*Problem to solve*
Each entry should be copied as it stands, leaving the pictures behind.

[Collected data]
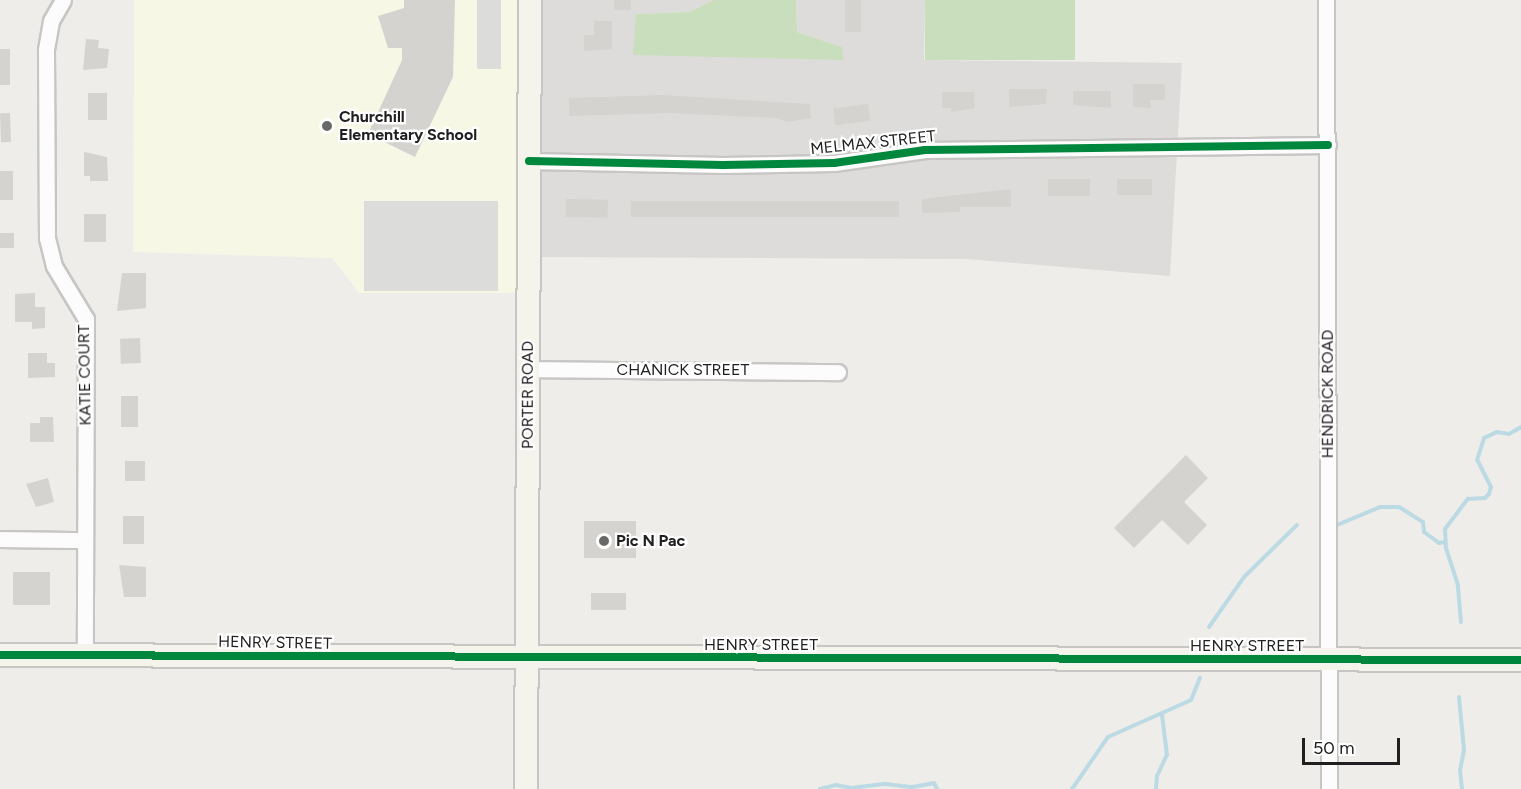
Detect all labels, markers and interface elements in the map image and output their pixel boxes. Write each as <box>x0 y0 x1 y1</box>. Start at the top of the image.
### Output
place label: Churchill Elementary School <box>339 107 477 145</box>
marker: Churchill Elementary School <box>320 119 334 133</box>
street label: MELMAX STREET <box>809 127 937 159</box>
street label: KATIE COURT <box>75 324 95 426</box>
street label: HENDRICK ROAD <box>1318 330 1338 458</box>
street label: PORTER ROAD <box>518 341 538 449</box>
street label: CHANICK STREET <box>617 360 749 380</box>
place label: Pic N Pac <box>616 531 685 551</box>
marker: Pic N Pac <box>597 534 611 548</box>
street label: HENRY STREET <box>218 632 332 654</box>
street label: HENRY STREET <box>704 635 818 655</box>
street label: HENRY STREET <box>1190 636 1304 656</box>
scale bar <box>1305 726 1402 764</box>
text: 50 m <box>1313 737 1355 759</box>

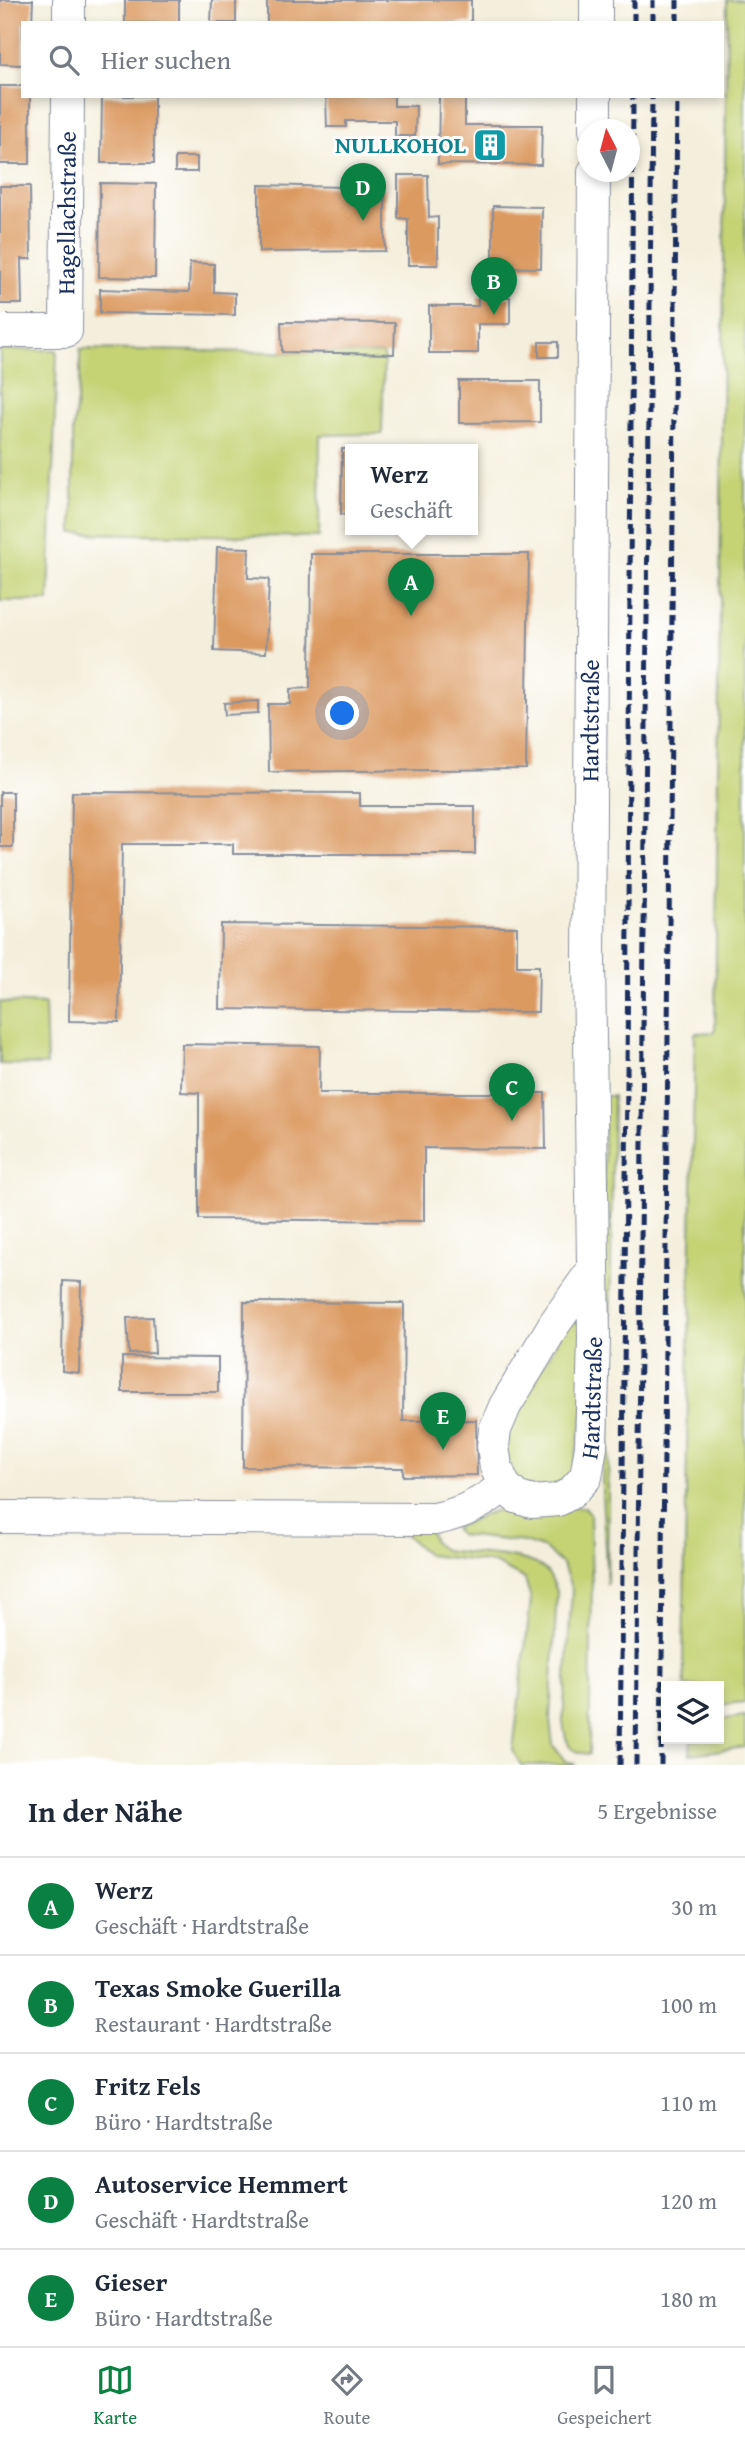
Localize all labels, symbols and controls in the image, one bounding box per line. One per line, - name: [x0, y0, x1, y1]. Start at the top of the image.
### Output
- search box: [21, 21, 724, 98]
- text: Hier suchen: [101, 40, 231, 79]
- icon: search: [45, 41, 83, 79]
- north arrow: [577, 119, 640, 182]
- building icon: NULLKOHOL: [471, 126, 509, 164]
- place label: NULLKOHOL: [335, 127, 467, 162]
- street label: Hagellachstraße: [48, 131, 85, 295]
- pin: D: [340, 163, 386, 221]
- pin: B: [471, 257, 517, 315]
- popup: [345, 444, 478, 535]
- text: Werz: [370, 454, 428, 493]
- text: Geschäft: [370, 493, 453, 526]
- pin: A: [388, 558, 434, 616]
- street label: Hardtstraße: [572, 659, 608, 782]
- your location: [325, 696, 359, 730]
- pin: C: [489, 1063, 535, 1121]
- street label: Hardtstraße: [571, 1336, 611, 1462]
- pin: E: [420, 1392, 466, 1450]
- map controls: [661, 1681, 724, 1744]
- button: layers: [661, 1681, 724, 1744]
- text: In der Nähe: [28, 1789, 183, 1833]
- text: 5 Ergebnisse: [597, 1794, 717, 1827]
- text: Werz: [95, 1870, 153, 1909]
- text: A: [44, 1890, 58, 1923]
- text: 30 m: [671, 1890, 717, 1923]
- text: Geschäft · Hardtstraße: [95, 1909, 309, 1942]
- text: Texas Smoke Guerilla: [95, 1968, 341, 2007]
- text: B: [44, 1988, 58, 2021]
- text: 100 m: [660, 1988, 717, 2021]
- text: Restaurant · Hardtstraße: [95, 2007, 332, 2040]
- text: Fritz Fels: [95, 2066, 201, 2105]
- text: C: [44, 2086, 58, 2119]
- text: 110 m: [660, 2086, 717, 2119]
- text: Büro · Hardtstraße: [95, 2105, 273, 2138]
- text: Autoservice Hemmert: [95, 2164, 348, 2203]
- text: D: [44, 2184, 58, 2217]
- text: 120 m: [660, 2184, 717, 2217]
- text: Geschäft · Hardtstraße: [95, 2203, 309, 2236]
- text: Gieser: [95, 2262, 168, 2301]
- text: E: [45, 2282, 57, 2315]
- text: 180 m: [660, 2282, 717, 2315]
- text: Büro · Hardtstraße: [95, 2301, 273, 2334]
- tab: Karte: [93, 2361, 137, 2431]
- tab: Route: [324, 2361, 370, 2431]
- tab: Gespeichert: [557, 2361, 652, 2431]

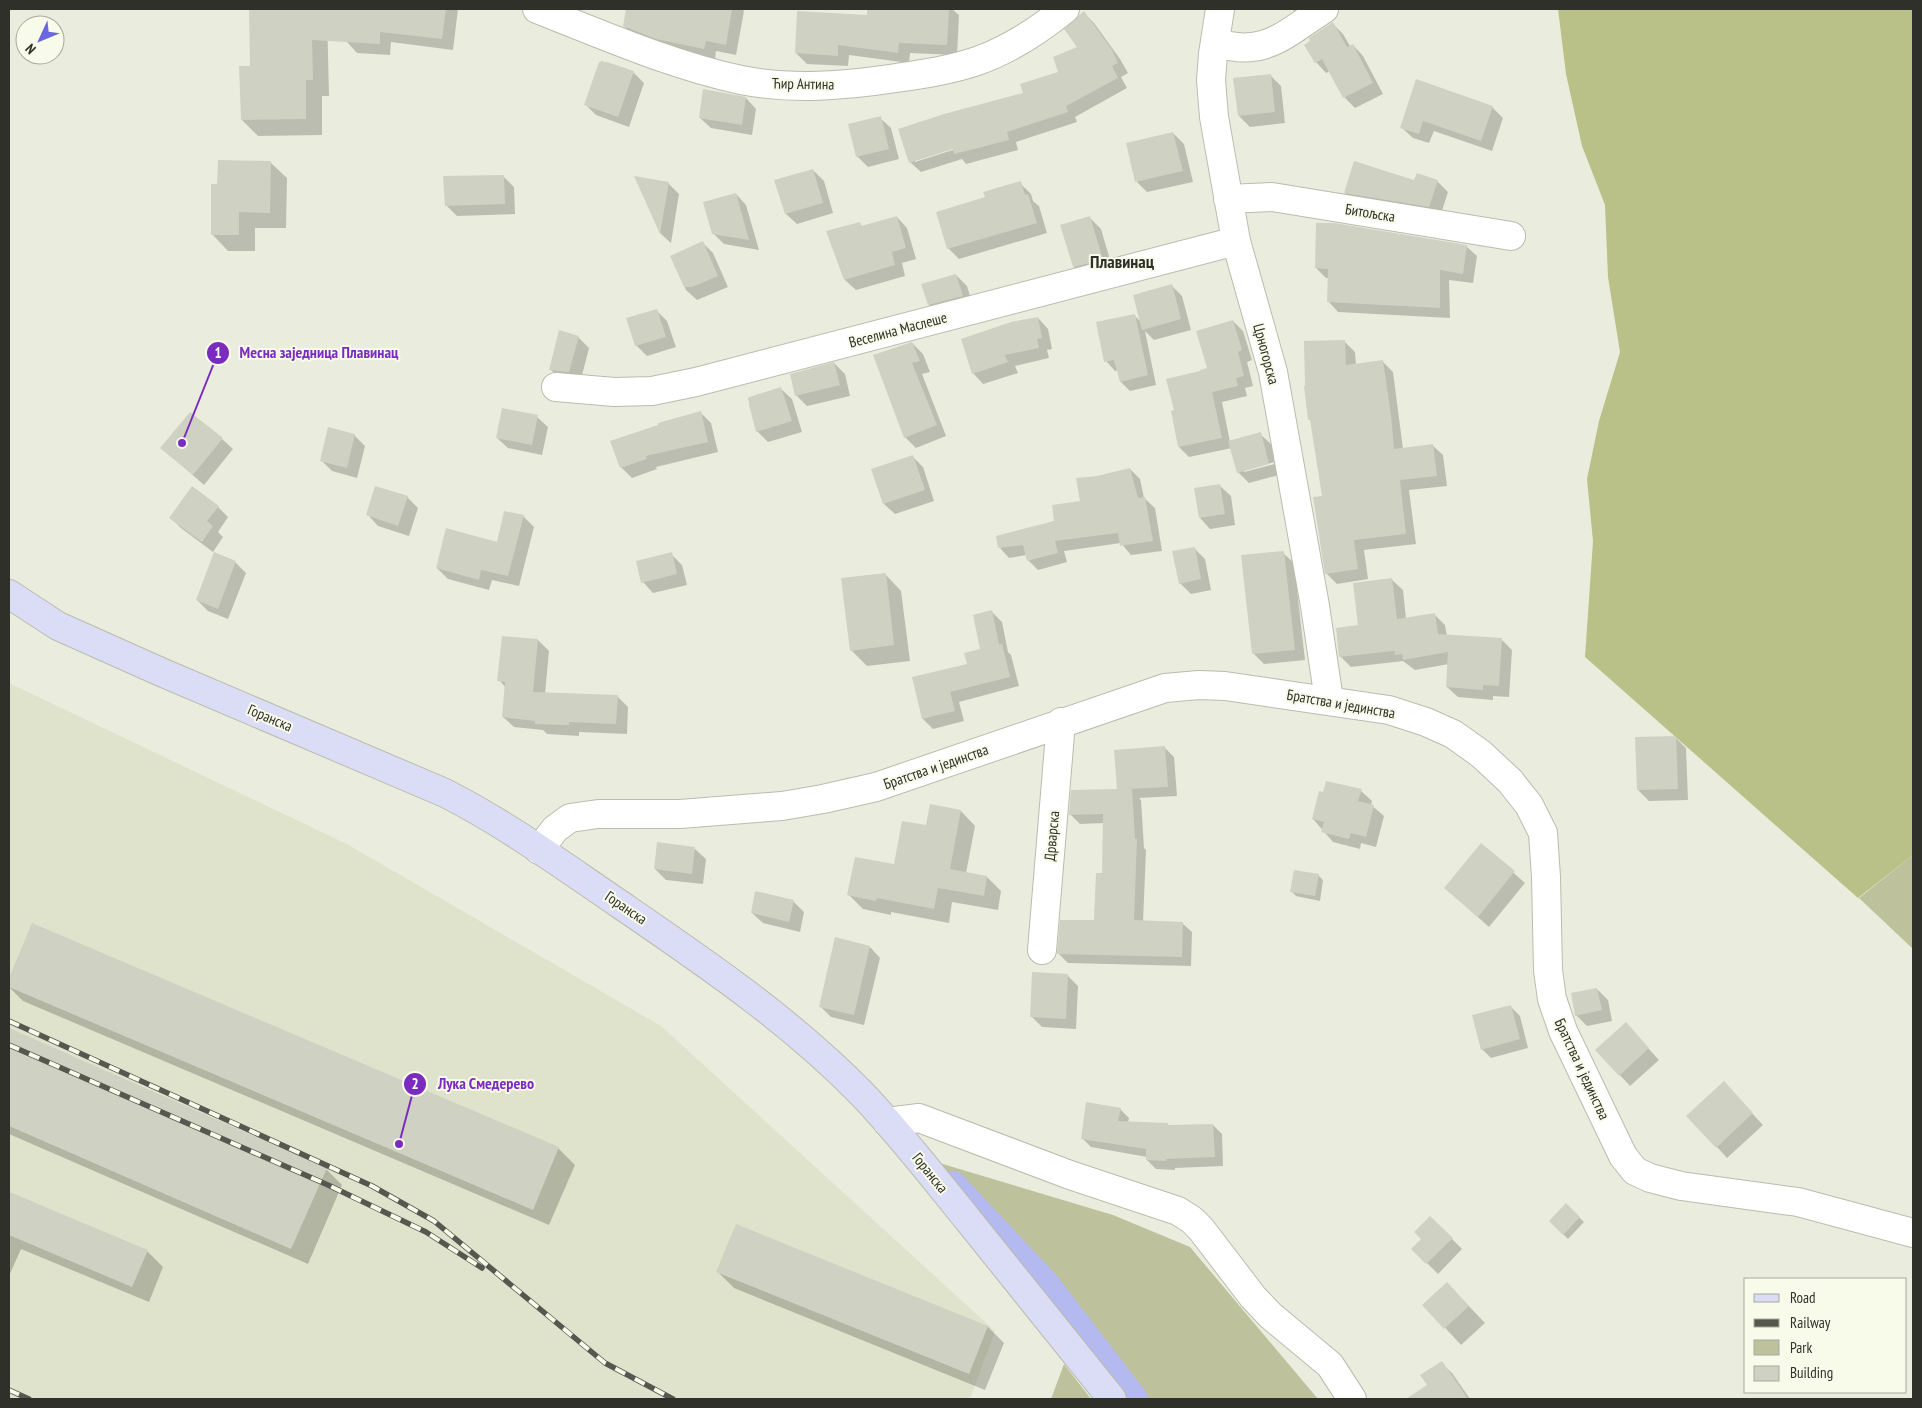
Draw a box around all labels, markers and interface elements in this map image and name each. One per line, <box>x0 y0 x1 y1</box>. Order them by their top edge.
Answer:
north arrow <box>15 15 65 65</box>
text: N <box>22 40 40 58</box>
street label: Ћир Антина <box>772 73 834 94</box>
street label: Битољска <box>1344 199 1396 226</box>
district label: Плавинац <box>1090 250 1155 273</box>
street label: Веселина Маслеше <box>847 307 949 352</box>
street label: Црногорска <box>1249 321 1284 386</box>
callout: Месна заједница Плавинац <box>205 337 409 368</box>
text: Месна заједница Плавинац <box>240 342 399 362</box>
text: 1 <box>214 343 222 362</box>
street label: Братства и јединства <box>1285 685 1397 722</box>
street label: Горанска <box>245 700 295 735</box>
street label: Братства и јединства <box>881 740 991 793</box>
street label: Дрварска <box>1040 810 1063 862</box>
street label: Горанска <box>602 887 651 929</box>
street label: Братства и јединства <box>1551 1015 1614 1123</box>
callout: Лука Смедерево <box>402 1068 544 1099</box>
text: Лука Смедерево <box>437 1073 534 1093</box>
text: 2 <box>411 1074 419 1093</box>
street label: Горанска <box>908 1149 952 1197</box>
legend <box>1744 1278 1907 1393</box>
text: Road <box>1790 1288 1816 1307</box>
text: Railway <box>1790 1313 1831 1332</box>
text: Park <box>1790 1338 1812 1357</box>
text: Building <box>1790 1363 1833 1382</box>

*Exercise answer*
Detect all labels, markers and interface elements in the map image and output their pixel boxes. Write each as <box>x0 y0 x1 y1</box>. Start at the top of the image.
### Output
place label: Churchill Elementary School <box>339 107 477 145</box>
marker: Churchill Elementary School <box>320 119 334 133</box>
street label: MELMAX STREET <box>809 127 937 159</box>
street label: KATIE COURT <box>75 324 95 426</box>
street label: HENDRICK ROAD <box>1318 330 1338 458</box>
street label: PORTER ROAD <box>518 341 538 449</box>
street label: CHANICK STREET <box>617 360 749 380</box>
place label: Pic N Pac <box>616 531 685 551</box>
marker: Pic N Pac <box>597 534 611 548</box>
street label: HENRY STREET <box>218 632 332 654</box>
street label: HENRY STREET <box>704 635 818 655</box>
street label: HENRY STREET <box>1190 636 1304 656</box>
scale bar <box>1305 726 1402 764</box>
text: 50 m <box>1313 737 1355 759</box>

Localize all labels, symbols and controls in the image, one bounding box per line. One per line, - name: [x0, y0, x1, y1]. Start at the top of the image.
### Output
- search box: [21, 21, 724, 98]
- text: Hier suchen: [101, 40, 231, 79]
- icon: search: [45, 41, 83, 79]
- north arrow: [577, 119, 640, 182]
- building icon: NULLKOHOL: [471, 126, 509, 164]
- place label: NULLKOHOL: [335, 127, 467, 162]
- street label: Hagellachstraße: [48, 131, 85, 295]
- pin: D: [340, 163, 386, 221]
- pin: B: [471, 257, 517, 315]
- popup: [345, 444, 478, 535]
- text: Werz: [370, 454, 428, 493]
- text: Geschäft: [370, 493, 453, 526]
- pin: A: [388, 558, 434, 616]
- street label: Hardtstraße: [572, 659, 608, 782]
- your location: [325, 696, 359, 730]
- pin: C: [489, 1063, 535, 1121]
- street label: Hardtstraße: [571, 1336, 611, 1462]
- pin: E: [420, 1392, 466, 1450]
- map controls: [661, 1681, 724, 1744]
- button: layers: [661, 1681, 724, 1744]
- text: In der Nähe: [28, 1789, 183, 1833]
- text: 5 Ergebnisse: [597, 1794, 717, 1827]
- text: Werz: [95, 1870, 153, 1909]
- text: A: [44, 1890, 58, 1923]
- text: 30 m: [671, 1890, 717, 1923]
- text: Geschäft · Hardtstraße: [95, 1909, 309, 1942]
- text: Texas Smoke Guerilla: [95, 1968, 341, 2007]
- text: B: [44, 1988, 58, 2021]
- text: 100 m: [660, 1988, 717, 2021]
- text: Restaurant · Hardtstraße: [95, 2007, 332, 2040]
- text: Fritz Fels: [95, 2066, 201, 2105]
- text: C: [44, 2086, 58, 2119]
- text: 110 m: [660, 2086, 717, 2119]
- text: Büro · Hardtstraße: [95, 2105, 273, 2138]
- text: Autoservice Hemmert: [95, 2164, 348, 2203]
- text: D: [44, 2184, 58, 2217]
- text: 120 m: [660, 2184, 717, 2217]
- text: Geschäft · Hardtstraße: [95, 2203, 309, 2236]
- text: Gieser: [95, 2262, 168, 2301]
- text: E: [45, 2282, 57, 2315]
- text: 180 m: [660, 2282, 717, 2315]
- text: Büro · Hardtstraße: [95, 2301, 273, 2334]
- tab: Karte: [93, 2361, 137, 2431]
- tab: Route: [324, 2361, 370, 2431]
- tab: Gespeichert: [557, 2361, 652, 2431]

Draw a box around all labels, markers and interface elements in this map image and name each. One per line, <box>x0 y0 x1 y1</box>. Order them by their top edge.
Answer:
north arrow <box>15 15 65 65</box>
text: N <box>22 40 40 58</box>
street label: Ћир Антина <box>772 73 834 94</box>
street label: Битољска <box>1344 199 1396 226</box>
district label: Плавинац <box>1090 250 1155 273</box>
street label: Веселина Маслеше <box>847 307 949 352</box>
street label: Црногорска <box>1249 321 1284 386</box>
callout: Месна заједница Плавинац <box>205 337 409 368</box>
text: Месна заједница Плавинац <box>240 342 399 362</box>
text: 1 <box>214 343 222 362</box>
street label: Братства и јединства <box>1285 685 1397 722</box>
street label: Горанска <box>245 700 295 735</box>
street label: Братства и јединства <box>881 740 991 793</box>
street label: Дрварска <box>1040 810 1063 862</box>
street label: Горанска <box>602 887 651 929</box>
street label: Братства и јединства <box>1551 1015 1614 1123</box>
callout: Лука Смедерево <box>402 1068 544 1099</box>
text: Лука Смедерево <box>437 1073 534 1093</box>
text: 2 <box>411 1074 419 1093</box>
street label: Горанска <box>908 1149 952 1197</box>
legend <box>1744 1278 1907 1393</box>
text: Road <box>1790 1288 1816 1307</box>
text: Railway <box>1790 1313 1831 1332</box>
text: Park <box>1790 1338 1812 1357</box>
text: Building <box>1790 1363 1833 1382</box>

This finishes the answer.